Figure out the number of lines in the entries that hold the string "dash", then give that number and nothing else.

(Saved data entries)
━━━━
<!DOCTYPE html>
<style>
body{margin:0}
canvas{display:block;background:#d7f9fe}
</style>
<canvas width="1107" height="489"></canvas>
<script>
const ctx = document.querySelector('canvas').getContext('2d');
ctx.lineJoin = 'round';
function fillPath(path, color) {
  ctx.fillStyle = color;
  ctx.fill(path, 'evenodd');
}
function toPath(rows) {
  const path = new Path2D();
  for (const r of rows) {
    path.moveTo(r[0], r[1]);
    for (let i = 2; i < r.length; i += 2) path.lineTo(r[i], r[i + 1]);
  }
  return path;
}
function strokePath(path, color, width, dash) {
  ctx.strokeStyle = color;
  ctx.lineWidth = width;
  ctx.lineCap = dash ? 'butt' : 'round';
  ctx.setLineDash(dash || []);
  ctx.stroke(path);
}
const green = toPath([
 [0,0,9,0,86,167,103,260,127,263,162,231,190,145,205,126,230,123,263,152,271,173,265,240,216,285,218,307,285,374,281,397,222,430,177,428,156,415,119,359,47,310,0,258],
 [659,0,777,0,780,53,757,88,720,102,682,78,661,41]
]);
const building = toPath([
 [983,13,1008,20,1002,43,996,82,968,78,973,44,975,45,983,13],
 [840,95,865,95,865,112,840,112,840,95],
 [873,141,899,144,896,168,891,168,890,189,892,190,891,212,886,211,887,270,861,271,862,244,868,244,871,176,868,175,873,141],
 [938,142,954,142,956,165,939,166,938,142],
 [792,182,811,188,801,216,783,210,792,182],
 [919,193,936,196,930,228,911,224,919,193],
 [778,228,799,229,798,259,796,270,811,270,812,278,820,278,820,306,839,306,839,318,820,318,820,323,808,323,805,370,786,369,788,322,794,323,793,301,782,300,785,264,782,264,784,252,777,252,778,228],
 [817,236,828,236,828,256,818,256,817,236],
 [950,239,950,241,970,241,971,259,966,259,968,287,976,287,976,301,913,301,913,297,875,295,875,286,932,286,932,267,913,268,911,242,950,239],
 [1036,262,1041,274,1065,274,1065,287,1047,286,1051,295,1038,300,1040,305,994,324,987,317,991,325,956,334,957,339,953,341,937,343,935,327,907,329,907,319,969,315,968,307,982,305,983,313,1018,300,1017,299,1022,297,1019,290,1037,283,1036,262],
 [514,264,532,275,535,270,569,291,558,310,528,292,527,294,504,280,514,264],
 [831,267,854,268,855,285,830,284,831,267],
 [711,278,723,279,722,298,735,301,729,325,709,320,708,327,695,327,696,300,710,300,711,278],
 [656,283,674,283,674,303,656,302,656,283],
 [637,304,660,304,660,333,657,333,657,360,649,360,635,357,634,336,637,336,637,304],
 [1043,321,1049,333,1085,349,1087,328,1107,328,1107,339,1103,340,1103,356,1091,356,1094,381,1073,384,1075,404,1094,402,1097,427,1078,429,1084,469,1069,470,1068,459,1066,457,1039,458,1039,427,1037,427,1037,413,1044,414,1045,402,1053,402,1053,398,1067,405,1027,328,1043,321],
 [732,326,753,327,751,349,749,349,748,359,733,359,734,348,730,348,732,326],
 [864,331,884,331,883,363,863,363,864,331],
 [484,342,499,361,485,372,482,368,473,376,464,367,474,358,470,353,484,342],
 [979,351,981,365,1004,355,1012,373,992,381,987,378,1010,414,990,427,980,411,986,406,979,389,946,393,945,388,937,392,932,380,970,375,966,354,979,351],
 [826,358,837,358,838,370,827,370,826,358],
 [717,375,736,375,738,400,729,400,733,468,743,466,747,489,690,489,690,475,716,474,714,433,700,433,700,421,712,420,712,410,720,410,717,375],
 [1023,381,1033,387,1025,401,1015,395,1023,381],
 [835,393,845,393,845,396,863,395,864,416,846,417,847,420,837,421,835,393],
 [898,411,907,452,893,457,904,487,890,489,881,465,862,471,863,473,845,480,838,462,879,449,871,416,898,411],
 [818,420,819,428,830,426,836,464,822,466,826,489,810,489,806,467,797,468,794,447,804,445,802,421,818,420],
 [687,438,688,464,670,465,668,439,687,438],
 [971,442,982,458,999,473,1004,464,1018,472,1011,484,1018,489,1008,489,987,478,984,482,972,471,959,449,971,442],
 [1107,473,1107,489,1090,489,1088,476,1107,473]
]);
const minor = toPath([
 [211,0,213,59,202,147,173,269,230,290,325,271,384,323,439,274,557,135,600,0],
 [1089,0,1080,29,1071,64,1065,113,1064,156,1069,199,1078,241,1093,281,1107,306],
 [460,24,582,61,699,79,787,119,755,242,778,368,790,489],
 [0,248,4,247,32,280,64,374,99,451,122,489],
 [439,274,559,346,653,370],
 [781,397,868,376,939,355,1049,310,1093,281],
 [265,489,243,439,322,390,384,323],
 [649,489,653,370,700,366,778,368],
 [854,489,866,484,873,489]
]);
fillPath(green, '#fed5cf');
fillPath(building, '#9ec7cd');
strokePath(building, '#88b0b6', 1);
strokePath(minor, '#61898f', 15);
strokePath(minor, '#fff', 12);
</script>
━━━━
> Result of the exercise:
3